• THE PROBLEM: Reproduce each line below without any alteration.

• PROVIDED MATERIAL:
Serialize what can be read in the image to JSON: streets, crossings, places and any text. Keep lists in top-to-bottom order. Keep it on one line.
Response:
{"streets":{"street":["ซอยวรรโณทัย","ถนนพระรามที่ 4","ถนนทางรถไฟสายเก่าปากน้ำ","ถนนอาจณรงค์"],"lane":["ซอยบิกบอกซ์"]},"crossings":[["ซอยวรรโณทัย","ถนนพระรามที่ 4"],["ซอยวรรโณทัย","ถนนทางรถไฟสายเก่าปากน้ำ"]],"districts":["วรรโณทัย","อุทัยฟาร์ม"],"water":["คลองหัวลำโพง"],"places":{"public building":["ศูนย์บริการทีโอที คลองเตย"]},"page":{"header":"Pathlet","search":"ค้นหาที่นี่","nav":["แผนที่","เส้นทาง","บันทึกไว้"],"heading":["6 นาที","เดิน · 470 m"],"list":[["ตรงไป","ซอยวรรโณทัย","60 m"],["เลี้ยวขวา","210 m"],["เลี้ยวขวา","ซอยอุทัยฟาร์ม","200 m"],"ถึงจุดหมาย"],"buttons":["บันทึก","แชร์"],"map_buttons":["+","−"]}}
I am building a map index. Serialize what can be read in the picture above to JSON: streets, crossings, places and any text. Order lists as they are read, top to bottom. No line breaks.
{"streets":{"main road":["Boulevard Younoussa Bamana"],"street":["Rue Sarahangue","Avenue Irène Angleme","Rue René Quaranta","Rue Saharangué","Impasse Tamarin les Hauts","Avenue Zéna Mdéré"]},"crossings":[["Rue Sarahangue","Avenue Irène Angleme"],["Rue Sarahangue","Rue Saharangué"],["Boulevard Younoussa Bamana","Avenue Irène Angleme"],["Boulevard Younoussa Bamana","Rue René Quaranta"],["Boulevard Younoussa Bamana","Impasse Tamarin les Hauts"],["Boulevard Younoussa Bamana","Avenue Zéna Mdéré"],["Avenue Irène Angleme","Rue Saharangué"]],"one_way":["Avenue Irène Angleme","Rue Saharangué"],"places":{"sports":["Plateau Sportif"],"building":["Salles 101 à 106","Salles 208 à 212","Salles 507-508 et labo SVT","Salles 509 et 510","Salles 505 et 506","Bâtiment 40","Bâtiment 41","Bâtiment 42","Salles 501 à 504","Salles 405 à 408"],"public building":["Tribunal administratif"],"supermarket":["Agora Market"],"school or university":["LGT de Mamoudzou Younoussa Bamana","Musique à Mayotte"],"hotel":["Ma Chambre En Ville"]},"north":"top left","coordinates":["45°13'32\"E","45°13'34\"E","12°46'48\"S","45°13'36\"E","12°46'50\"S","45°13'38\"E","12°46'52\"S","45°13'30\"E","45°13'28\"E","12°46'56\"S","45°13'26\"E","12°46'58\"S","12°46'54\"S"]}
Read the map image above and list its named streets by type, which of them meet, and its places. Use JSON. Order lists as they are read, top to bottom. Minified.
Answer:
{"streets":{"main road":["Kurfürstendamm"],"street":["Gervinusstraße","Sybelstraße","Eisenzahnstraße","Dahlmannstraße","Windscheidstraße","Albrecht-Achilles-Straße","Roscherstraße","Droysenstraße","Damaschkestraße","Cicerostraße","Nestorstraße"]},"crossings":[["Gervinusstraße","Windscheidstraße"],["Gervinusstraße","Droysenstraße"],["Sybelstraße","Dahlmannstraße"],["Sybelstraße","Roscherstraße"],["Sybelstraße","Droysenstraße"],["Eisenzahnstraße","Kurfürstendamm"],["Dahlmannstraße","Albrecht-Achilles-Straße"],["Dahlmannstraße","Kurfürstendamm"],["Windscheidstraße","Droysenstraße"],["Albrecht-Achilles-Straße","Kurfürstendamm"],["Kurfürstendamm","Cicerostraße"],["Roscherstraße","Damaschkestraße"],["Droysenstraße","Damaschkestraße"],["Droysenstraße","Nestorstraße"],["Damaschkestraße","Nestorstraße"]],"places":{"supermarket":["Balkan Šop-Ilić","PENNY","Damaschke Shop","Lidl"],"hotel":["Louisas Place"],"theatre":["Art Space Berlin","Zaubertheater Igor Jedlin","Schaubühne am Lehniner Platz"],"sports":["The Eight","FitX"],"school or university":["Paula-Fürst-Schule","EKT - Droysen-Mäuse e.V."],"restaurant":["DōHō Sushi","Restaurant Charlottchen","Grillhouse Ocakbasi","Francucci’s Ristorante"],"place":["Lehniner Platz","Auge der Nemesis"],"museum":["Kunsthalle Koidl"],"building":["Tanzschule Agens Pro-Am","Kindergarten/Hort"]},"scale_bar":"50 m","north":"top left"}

• FINAL ANSWER:
Serialize what can be read in the image to JSON: streets, crossings, places and any text. Keep lists in top-to-bottom order. Keep it on one line.
Response:
{"streets":{"street":["ซอยวรรโณทัย","ถนนพระรามที่ 4","ถนนทางรถไฟสายเก่าปากน้ำ","ถนนอาจณรงค์"],"lane":["ซอยบิกบอกซ์"]},"crossings":[["ซอยวรรโณทัย","ถนนพระรามที่ 4"],["ซอยวรรโณทัย","ถนนทางรถไฟสายเก่าปากน้ำ"]],"districts":["วรรโณทัย","อุทัยฟาร์ม"],"water":["คลองหัวลำโพง"],"places":{"public building":["ศูนย์บริการทีโอที คลองเตย"]},"page":{"header":"Pathlet","search":"ค้นหาที่นี่","nav":["แผนที่","เส้นทาง","บันทึกไว้"],"heading":["6 นาที","เดิน · 470 m"],"list":[["ตรงไป","ซอยวรรโณทัย","60 m"],["เลี้ยวขวา","210 m"],["เลี้ยวขวา","ซอยอุทัยฟาร์ม","200 m"],"ถึงจุดหมาย"],"buttons":["บันทึก","แชร์"],"map_buttons":["+","−"]}}
I am building a map index. Serialize what can be read in the picture above to JSON: streets, crossings, places and any text. Order lists as they are read, top to bottom. No line breaks.
{"streets":{"main road":["Boulevard Younoussa Bamana"],"street":["Rue Sarahangue","Avenue Irène Angleme","Rue René Quaranta","Rue Saharangué","Impasse Tamarin les Hauts","Avenue Zéna Mdéré"]},"crossings":[["Rue Sarahangue","Avenue Irène Angleme"],["Rue Sarahangue","Rue Saharangué"],["Boulevard Younoussa Bamana","Avenue Irène Angleme"],["Boulevard Younoussa Bamana","Rue René Quaranta"],["Boulevard Younoussa Bamana","Impasse Tamarin les Hauts"],["Boulevard Younoussa Bamana","Avenue Zéna Mdéré"],["Avenue Irène Angleme","Rue Saharangué"]],"one_way":["Avenue Irène Angleme","Rue Saharangué"],"places":{"sports":["Plateau Sportif"],"building":["Salles 101 à 106","Salles 208 à 212","Salles 507-508 et labo SVT","Salles 509 et 510","Salles 505 et 506","Bâtiment 40","Bâtiment 41","Bâtiment 42","Salles 501 à 504","Salles 405 à 408"],"public building":["Tribunal administratif"],"supermarket":["Agora Market"],"school or university":["LGT de Mamoudzou Younoussa Bamana","Musique à Mayotte"],"hotel":["Ma Chambre En Ville"]},"north":"top left","coordinates":["45°13'32\"E","45°13'34\"E","12°46'48\"S","45°13'36\"E","12°46'50\"S","45°13'38\"E","12°46'52\"S","45°13'30\"E","45°13'28\"E","12°46'56\"S","45°13'26\"E","12°46'58\"S","12°46'54\"S"]}
Read the map image above and list its named streets by type, which of them meet, and its places. Use JSON. Order lists as they are read, top to bottom. Minified.
Answer:
{"streets":{"main road":["Kurfürstendamm"],"street":["Gervinusstraße","Sybelstraße","Eisenzahnstraße","Dahlmannstraße","Windscheidstraße","Albrecht-Achilles-Straße","Roscherstraße","Droysenstraße","Damaschkestraße","Cicerostraße","Nestorstraße"]},"crossings":[["Gervinusstraße","Windscheidstraße"],["Gervinusstraße","Droysenstraße"],["Sybelstraße","Dahlmannstraße"],["Sybelstraße","Roscherstraße"],["Sybelstraße","Droysenstraße"],["Eisenzahnstraße","Kurfürstendamm"],["Dahlmannstraße","Albrecht-Achilles-Straße"],["Dahlmannstraße","Kurfürstendamm"],["Windscheidstraße","Droysenstraße"],["Albrecht-Achilles-Straße","Kurfürstendamm"],["Kurfürstendamm","Cicerostraße"],["Roscherstraße","Damaschkestraße"],["Droysenstraße","Damaschkestraße"],["Droysenstraße","Nestorstraße"],["Damaschkestraße","Nestorstraße"]],"places":{"supermarket":["Balkan Šop-Ilić","PENNY","Damaschke Shop","Lidl"],"hotel":["Louisas Place"],"theatre":["Art Space Berlin","Zaubertheater Igor Jedlin","Schaubühne am Lehniner Platz"],"sports":["The Eight","FitX"],"school or university":["Paula-Fürst-Schule","EKT - Droysen-Mäuse e.V."],"restaurant":["DōHō Sushi","Restaurant Charlottchen","Grillhouse Ocakbasi","Francucci’s Ristorante"],"place":["Lehniner Platz","Auge der Nemesis"],"museum":["Kunsthalle Koidl"],"building":["Tanzschule Agens Pro-Am","Kindergarten/Hort"]},"scale_bar":"50 m","north":"top left"}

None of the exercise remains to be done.